May 21, 2014

Tracheal Bronchus

Axial and coronal-reformatted CT images in a patient with tuberculosis of the right upper lobe (stars) show a tracheal bronchus (arrows) arising from the right lateral wall of the trachea, within 2 cm of the carina. Note a normal-appearing right upper lobe bronchus (arrowhead). 


  • Abnormal bronchus arising directly from the lateral wall of the trachea (on either side, but right side is more common), supplying the upper lobes
  • 0.1% - 2% incidence
  • Most cases are found incidentally on bronchoscopy or CT
  • Associated with other anomalies such as ribs, vertebrae
  • Two types: displaced, or supernumerary
  • "Displaced" type = RUL bronchus or any of its segmental bronchus in cephalad location than normal.
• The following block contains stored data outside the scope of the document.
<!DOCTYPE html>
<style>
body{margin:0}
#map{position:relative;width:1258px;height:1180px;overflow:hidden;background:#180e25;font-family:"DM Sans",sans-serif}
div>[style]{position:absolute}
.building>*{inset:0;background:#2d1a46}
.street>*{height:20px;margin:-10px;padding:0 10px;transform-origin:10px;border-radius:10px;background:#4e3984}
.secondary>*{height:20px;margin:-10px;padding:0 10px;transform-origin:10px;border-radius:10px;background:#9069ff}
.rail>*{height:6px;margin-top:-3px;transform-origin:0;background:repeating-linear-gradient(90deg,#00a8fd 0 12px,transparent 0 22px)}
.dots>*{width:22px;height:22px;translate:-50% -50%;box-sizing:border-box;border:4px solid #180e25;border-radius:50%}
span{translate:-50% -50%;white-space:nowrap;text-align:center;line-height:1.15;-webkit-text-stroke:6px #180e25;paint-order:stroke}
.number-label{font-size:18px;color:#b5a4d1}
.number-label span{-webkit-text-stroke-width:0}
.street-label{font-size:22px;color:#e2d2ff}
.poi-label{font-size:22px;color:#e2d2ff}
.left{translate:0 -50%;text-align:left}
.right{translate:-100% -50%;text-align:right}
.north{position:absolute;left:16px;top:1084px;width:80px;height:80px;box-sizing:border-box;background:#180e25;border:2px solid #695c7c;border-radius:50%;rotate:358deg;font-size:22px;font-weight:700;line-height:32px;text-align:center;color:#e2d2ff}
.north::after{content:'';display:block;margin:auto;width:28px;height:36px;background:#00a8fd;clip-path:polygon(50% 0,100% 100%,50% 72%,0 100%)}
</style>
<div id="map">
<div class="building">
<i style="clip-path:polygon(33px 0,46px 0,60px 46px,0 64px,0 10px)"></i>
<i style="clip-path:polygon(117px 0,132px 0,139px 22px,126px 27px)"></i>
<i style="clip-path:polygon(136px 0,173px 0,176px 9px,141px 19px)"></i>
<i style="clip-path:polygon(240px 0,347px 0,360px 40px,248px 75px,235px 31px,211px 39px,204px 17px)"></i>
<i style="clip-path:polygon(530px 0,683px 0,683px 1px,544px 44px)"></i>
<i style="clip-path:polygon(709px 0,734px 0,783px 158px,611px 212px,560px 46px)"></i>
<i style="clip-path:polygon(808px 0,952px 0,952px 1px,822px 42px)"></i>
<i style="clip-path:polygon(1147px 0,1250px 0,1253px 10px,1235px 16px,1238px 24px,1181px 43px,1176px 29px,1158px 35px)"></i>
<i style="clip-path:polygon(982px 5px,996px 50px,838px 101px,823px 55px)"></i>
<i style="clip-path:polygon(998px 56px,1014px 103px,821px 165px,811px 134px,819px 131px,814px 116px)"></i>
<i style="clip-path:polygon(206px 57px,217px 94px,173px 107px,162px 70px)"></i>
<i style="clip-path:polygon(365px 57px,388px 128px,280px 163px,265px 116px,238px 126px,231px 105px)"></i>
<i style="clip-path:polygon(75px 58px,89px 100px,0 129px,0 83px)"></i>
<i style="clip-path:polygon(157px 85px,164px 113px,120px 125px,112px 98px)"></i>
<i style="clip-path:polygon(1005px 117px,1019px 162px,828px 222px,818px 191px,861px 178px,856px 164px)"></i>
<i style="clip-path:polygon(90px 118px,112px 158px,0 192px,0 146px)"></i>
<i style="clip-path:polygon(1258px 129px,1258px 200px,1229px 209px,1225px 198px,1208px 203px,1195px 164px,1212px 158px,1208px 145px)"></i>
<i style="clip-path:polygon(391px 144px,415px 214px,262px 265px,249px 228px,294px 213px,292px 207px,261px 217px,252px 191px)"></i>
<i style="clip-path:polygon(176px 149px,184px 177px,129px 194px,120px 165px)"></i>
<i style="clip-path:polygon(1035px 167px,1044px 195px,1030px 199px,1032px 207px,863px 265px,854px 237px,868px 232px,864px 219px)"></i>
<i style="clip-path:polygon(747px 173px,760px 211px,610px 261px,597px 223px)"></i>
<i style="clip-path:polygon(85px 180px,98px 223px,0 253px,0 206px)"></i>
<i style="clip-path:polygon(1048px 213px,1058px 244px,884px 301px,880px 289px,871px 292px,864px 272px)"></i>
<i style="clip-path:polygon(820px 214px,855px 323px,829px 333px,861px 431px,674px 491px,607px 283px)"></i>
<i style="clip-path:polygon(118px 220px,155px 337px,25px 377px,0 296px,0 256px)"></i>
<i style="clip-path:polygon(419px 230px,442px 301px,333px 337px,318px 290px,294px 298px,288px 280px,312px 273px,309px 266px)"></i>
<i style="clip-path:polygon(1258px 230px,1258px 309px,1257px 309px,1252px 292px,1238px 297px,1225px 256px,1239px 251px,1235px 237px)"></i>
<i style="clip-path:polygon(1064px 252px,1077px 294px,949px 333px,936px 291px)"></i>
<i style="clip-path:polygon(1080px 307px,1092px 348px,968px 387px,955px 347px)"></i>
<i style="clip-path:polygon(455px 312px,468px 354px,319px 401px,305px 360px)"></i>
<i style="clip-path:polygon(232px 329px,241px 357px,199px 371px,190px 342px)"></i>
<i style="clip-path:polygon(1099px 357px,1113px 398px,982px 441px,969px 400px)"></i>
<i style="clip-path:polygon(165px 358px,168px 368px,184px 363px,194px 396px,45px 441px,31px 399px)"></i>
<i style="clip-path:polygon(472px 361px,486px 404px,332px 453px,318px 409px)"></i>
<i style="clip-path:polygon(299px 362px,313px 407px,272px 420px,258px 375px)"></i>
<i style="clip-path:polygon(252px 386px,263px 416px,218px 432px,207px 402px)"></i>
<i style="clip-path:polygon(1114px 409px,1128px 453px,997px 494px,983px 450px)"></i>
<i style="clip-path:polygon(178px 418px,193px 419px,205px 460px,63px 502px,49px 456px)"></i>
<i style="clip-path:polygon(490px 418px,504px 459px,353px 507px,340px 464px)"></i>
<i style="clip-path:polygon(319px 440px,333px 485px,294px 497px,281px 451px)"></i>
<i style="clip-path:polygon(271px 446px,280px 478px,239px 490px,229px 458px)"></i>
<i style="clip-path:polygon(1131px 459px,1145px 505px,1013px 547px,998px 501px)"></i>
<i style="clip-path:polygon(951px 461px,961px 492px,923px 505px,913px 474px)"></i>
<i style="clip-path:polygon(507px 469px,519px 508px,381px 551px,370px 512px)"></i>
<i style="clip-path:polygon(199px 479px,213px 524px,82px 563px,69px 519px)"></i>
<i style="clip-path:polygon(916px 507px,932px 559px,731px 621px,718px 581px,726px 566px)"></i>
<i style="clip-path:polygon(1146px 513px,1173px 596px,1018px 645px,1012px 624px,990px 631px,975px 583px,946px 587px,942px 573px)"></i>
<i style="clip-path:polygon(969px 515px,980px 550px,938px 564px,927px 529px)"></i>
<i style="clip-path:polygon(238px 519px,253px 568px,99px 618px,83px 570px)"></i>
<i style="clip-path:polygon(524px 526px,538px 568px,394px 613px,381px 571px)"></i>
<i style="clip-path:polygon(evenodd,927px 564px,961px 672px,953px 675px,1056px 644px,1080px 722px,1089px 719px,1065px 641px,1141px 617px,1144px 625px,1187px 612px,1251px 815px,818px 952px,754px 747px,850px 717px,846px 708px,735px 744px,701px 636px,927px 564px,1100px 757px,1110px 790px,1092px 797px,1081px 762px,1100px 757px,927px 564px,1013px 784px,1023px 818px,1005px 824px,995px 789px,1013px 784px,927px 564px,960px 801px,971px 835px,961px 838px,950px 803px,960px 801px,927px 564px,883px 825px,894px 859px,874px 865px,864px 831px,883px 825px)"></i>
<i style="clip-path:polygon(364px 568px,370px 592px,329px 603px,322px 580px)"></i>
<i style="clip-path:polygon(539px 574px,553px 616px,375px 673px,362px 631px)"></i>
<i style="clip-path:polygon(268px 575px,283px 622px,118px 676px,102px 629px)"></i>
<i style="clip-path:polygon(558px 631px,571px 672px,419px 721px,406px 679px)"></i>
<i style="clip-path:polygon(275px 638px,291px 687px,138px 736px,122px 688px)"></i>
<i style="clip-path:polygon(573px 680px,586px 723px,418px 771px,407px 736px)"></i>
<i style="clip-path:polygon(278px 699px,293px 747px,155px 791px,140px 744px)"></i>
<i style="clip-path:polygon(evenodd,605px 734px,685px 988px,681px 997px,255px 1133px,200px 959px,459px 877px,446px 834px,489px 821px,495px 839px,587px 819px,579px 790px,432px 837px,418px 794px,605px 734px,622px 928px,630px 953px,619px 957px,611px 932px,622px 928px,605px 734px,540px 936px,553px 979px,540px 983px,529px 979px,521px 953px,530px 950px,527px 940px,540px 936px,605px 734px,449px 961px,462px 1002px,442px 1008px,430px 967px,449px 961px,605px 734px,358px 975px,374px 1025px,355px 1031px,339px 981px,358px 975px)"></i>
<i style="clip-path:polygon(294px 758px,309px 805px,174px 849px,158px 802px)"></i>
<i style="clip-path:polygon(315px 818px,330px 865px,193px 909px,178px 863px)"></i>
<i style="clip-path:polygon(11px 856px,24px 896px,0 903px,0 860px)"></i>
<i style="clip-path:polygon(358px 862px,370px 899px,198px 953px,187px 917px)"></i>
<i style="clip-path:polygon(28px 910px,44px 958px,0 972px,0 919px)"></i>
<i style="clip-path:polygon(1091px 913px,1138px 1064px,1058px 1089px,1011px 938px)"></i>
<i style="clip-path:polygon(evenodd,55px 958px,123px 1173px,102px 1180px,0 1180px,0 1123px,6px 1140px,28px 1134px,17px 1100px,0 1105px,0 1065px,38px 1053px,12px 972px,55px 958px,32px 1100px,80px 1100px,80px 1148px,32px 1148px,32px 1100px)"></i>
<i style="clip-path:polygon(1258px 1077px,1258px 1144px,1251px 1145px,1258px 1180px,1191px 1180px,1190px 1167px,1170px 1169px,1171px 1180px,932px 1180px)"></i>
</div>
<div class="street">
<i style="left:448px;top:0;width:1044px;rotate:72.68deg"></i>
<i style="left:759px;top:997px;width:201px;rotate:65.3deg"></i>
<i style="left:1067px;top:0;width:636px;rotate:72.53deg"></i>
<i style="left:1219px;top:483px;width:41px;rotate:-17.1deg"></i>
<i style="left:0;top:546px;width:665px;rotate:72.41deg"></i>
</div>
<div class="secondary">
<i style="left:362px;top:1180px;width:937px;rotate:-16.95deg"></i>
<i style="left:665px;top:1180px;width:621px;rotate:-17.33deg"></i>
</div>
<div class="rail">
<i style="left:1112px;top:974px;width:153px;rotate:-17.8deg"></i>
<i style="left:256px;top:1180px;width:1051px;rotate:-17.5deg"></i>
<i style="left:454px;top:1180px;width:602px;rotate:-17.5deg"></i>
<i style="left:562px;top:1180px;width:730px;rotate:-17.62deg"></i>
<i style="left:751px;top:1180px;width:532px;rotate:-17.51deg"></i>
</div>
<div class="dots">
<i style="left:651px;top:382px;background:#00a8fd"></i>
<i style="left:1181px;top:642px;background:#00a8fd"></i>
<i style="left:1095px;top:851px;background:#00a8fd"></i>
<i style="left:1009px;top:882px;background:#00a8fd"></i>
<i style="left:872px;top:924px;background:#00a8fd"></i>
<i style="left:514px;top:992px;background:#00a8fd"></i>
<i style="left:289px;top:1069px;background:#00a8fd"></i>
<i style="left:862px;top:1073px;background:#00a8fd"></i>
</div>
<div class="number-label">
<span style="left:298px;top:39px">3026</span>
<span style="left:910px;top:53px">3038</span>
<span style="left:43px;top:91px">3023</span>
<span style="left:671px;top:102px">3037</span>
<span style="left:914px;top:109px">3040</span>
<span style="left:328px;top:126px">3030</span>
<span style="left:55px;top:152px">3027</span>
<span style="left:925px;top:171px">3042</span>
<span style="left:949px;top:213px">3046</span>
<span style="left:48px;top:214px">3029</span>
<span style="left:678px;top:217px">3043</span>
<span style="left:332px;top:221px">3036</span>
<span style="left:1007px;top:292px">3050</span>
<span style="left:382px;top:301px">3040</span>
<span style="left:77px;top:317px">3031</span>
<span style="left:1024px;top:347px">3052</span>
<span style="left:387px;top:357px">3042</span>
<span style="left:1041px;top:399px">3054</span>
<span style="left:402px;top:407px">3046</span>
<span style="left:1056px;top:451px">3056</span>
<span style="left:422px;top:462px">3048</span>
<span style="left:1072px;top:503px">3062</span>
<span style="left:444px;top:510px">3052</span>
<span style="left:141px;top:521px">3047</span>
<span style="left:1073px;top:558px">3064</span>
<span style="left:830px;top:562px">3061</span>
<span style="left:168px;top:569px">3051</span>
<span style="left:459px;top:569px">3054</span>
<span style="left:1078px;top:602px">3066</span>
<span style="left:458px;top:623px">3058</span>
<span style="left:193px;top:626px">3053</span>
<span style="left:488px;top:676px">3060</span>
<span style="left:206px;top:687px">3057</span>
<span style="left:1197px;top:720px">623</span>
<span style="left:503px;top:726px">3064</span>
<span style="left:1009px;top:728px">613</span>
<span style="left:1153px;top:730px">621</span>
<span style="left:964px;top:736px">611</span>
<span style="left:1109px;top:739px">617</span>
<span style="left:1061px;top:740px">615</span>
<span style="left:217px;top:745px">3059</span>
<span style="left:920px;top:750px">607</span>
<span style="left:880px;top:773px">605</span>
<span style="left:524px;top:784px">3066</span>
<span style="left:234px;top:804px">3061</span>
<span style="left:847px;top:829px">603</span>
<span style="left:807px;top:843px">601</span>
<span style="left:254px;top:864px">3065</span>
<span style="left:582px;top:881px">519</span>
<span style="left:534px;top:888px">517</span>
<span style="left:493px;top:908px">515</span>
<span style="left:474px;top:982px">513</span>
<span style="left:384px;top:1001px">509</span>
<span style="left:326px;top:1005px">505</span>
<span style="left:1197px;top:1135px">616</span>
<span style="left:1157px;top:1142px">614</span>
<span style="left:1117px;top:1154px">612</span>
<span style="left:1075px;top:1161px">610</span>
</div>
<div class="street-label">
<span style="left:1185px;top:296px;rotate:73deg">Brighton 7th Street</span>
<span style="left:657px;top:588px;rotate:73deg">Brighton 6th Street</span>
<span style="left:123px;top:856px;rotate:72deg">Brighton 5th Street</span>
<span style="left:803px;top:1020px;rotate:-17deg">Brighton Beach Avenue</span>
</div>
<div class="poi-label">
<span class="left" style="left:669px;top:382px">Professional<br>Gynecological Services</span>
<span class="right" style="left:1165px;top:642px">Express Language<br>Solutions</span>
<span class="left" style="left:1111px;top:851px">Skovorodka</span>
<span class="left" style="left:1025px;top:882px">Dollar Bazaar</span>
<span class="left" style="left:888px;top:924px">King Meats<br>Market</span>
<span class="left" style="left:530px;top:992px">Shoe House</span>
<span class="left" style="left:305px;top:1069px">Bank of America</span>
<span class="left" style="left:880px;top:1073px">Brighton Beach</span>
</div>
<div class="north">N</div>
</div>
If the entire RUL bronchus arises from tracheal wall, it is called "bronchus suis"
  • "Supernumerary" type = normal RUL bronchus and its segmental bronchi but there is extra bronchus arising directly off the lateral wall of the trachea
Clinical implications
  • In children, it is associated with recurrent infections, stridor, respiratory distress and thoracic masses
  • In adults, it can complicate endotracheal intubation (occlusion or accidental intubation of a tracheal bronchus can cause atelectasis)
Our case: supernumerary bronchus arising from the right lateral wall of the trachea. The patient presented with TB of the right upper lobe. 

Aoun NY, et al. Tracheal bronchus. Respir Care 2004;49:1056-8.